Dahmer closed his eyes. He placed both hands over Malcolm's heart.
Dahmer began to draw the heat from his own core—the cold, regenerative power of the Enigma. He sent a pulse of white-hot energy into Malcolm's chest. He felt the Alpha's heart stutter, then stabilize. He watched, fascinated, as the bleeding stopped. The internal ruptures knit themselves back together; the bruises faded from purple to a faint yellow before vanishing entirely. The skin became flawless again, pale and cool beneath Dahmer's palms.
The healing took a toll.
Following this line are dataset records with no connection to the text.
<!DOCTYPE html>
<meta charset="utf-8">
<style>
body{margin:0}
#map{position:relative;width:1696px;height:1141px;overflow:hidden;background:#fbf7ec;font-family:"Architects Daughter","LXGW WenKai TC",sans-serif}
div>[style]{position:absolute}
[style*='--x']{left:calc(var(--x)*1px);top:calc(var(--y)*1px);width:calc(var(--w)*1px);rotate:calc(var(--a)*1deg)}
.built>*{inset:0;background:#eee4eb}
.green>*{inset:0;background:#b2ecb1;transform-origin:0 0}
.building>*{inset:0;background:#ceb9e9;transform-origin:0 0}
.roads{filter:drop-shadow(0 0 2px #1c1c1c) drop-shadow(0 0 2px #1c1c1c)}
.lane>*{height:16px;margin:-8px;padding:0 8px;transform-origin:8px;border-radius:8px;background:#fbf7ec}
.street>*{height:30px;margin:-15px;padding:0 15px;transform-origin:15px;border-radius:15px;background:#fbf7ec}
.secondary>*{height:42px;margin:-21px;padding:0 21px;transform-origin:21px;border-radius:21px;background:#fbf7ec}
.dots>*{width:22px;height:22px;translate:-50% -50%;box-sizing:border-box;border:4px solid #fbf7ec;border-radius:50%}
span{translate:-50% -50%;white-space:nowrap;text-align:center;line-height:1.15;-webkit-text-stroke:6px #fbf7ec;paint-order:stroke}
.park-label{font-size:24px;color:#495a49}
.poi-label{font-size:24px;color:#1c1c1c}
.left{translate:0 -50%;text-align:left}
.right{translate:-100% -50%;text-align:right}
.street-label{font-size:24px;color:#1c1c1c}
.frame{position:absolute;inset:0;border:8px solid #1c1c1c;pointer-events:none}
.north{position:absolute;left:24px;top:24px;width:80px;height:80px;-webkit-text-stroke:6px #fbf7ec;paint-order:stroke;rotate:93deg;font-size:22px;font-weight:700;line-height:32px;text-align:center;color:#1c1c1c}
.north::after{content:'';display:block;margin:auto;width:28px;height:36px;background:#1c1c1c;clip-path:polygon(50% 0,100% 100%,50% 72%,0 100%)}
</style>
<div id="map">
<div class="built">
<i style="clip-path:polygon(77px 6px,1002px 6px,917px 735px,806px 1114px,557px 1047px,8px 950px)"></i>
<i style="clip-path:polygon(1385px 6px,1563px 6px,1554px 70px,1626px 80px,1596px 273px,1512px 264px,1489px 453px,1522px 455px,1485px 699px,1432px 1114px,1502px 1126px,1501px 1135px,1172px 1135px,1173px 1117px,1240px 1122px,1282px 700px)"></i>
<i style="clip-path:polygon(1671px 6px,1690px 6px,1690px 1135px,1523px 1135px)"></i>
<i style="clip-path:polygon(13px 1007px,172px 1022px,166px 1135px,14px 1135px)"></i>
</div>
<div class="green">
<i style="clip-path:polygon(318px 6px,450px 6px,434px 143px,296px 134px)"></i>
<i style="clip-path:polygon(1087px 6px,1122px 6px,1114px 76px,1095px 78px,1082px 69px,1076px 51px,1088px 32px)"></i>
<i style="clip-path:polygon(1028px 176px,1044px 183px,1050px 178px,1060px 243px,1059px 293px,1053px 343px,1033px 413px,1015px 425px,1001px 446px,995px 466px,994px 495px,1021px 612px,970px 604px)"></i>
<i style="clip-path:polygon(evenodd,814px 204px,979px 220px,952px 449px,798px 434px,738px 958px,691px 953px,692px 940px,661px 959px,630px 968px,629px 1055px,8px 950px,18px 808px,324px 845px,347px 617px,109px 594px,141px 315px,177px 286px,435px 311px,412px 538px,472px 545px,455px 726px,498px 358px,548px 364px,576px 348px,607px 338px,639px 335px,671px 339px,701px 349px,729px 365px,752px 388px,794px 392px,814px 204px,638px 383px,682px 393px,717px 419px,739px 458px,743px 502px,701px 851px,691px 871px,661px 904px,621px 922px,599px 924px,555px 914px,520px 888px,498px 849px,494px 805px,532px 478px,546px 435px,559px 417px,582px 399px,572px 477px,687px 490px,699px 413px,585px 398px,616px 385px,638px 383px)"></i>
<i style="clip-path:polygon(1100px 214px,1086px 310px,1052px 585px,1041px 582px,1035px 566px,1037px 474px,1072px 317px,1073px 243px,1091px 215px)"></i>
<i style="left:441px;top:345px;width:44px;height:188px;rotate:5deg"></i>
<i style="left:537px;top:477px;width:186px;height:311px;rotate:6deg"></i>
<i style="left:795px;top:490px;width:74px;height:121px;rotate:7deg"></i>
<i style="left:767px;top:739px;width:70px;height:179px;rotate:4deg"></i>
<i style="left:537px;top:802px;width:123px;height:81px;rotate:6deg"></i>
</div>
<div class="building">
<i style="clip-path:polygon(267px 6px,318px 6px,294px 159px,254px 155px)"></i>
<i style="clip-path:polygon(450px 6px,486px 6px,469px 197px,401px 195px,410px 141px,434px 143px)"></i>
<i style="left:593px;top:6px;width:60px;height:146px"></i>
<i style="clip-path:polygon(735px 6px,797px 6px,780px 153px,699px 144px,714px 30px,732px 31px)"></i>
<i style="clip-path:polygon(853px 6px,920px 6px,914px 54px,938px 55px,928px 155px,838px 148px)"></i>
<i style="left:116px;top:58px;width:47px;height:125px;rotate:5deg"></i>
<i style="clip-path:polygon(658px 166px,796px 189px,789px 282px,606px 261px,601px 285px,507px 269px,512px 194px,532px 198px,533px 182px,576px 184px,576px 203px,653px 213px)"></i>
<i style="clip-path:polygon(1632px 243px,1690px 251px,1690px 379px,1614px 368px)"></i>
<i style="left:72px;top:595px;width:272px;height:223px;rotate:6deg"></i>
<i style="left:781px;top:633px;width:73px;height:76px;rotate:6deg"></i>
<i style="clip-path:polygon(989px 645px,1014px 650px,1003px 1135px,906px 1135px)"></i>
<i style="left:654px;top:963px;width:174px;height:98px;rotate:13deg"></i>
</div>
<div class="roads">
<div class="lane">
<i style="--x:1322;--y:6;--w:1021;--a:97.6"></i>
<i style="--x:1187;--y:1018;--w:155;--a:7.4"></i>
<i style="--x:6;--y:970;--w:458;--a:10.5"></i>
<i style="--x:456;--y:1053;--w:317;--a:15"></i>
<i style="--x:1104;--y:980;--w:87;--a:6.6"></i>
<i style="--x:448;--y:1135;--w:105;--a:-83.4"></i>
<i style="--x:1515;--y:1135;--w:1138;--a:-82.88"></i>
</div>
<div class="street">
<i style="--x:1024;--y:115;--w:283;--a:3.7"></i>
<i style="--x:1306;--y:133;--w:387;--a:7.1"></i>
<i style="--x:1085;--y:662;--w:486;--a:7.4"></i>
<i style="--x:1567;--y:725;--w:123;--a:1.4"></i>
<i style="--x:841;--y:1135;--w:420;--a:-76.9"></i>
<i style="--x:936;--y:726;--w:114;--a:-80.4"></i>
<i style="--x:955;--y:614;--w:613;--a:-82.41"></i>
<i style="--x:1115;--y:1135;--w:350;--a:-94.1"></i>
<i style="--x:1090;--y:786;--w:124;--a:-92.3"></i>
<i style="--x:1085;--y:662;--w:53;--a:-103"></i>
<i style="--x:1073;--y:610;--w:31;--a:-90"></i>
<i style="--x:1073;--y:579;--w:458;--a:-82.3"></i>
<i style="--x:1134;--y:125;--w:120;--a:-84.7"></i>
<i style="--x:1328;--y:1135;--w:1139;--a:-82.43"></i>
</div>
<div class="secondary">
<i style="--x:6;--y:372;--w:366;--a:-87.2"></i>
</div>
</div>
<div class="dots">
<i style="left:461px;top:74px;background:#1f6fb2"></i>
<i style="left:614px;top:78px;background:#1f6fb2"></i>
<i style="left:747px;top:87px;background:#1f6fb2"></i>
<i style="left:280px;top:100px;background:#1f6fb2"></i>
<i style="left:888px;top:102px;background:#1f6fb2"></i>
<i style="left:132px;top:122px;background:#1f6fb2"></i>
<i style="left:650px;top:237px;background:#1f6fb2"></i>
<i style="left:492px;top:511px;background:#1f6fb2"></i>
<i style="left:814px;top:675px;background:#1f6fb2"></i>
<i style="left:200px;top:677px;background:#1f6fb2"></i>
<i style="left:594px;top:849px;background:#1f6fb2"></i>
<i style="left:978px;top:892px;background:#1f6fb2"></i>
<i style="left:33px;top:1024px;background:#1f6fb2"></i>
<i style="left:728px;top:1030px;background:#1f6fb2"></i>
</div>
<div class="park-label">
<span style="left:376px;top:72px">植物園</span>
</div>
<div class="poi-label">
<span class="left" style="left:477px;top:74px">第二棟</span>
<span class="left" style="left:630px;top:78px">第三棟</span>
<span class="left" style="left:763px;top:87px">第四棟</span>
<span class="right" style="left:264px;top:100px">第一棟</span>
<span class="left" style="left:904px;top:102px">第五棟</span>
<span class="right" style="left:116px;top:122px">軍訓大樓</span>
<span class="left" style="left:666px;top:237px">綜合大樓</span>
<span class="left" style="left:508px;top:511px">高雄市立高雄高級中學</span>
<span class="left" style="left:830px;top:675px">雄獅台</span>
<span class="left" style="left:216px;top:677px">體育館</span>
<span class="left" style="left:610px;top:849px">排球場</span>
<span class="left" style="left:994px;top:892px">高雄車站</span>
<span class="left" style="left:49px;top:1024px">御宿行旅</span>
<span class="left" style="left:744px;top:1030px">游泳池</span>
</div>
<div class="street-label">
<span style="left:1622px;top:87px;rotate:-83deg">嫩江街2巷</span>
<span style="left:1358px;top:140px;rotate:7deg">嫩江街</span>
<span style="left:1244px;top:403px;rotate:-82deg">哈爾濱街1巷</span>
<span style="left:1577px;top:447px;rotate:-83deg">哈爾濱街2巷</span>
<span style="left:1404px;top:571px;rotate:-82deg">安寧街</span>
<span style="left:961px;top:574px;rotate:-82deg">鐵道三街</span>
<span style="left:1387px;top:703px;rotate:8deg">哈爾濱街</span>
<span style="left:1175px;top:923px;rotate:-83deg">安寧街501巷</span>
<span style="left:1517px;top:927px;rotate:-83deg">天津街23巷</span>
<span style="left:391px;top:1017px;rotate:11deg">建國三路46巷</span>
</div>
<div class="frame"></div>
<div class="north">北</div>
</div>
Dahmer's own breath hitched, a bead of sweat rolling down his temple, but he didn't stop until Malcolm's breathing was deep, rhythmic, and peaceful.
The Alpha was no longer in pain. He was merely sleeping.
Dahmer leaned down, his lips inches from Malcolm's ear. The scent of the Alpha's skin—now clean of the scent of agony—filled his senses. It was a dangerous drug, and Dahmer was realizing he was an addict.
"Stay awake," Dahmer hissed into the silence, his voice a promise of future ruin. "Do not die yet, Malcolm. You haven't paid your debt. You owe me your seed."
He pulled back, looking at the restrained Alpha one last time. He reached out and adjusted the blanket, covering Malcolm's chest.
"Project Z must succeed," he murmured.
With a final, lingering look at the man's lips, Dahmer stood up. He walked out of the room, the doors sliding shut and locking themselves behind him as if by magic. He returned to the hallway, slumped back down onto the floor, and pulled his glasses back over his eyes.
When Marcus returned five minutes later, clutching a tray of syringes, he found Luca Vane sitting in the exact same spot, looking pale, terrified, and perfectly, harmlessly small.
"I told you not to move," Marcus panted, rushing past him.
"I didn't," Luca whispered, "I haven't moved an inch."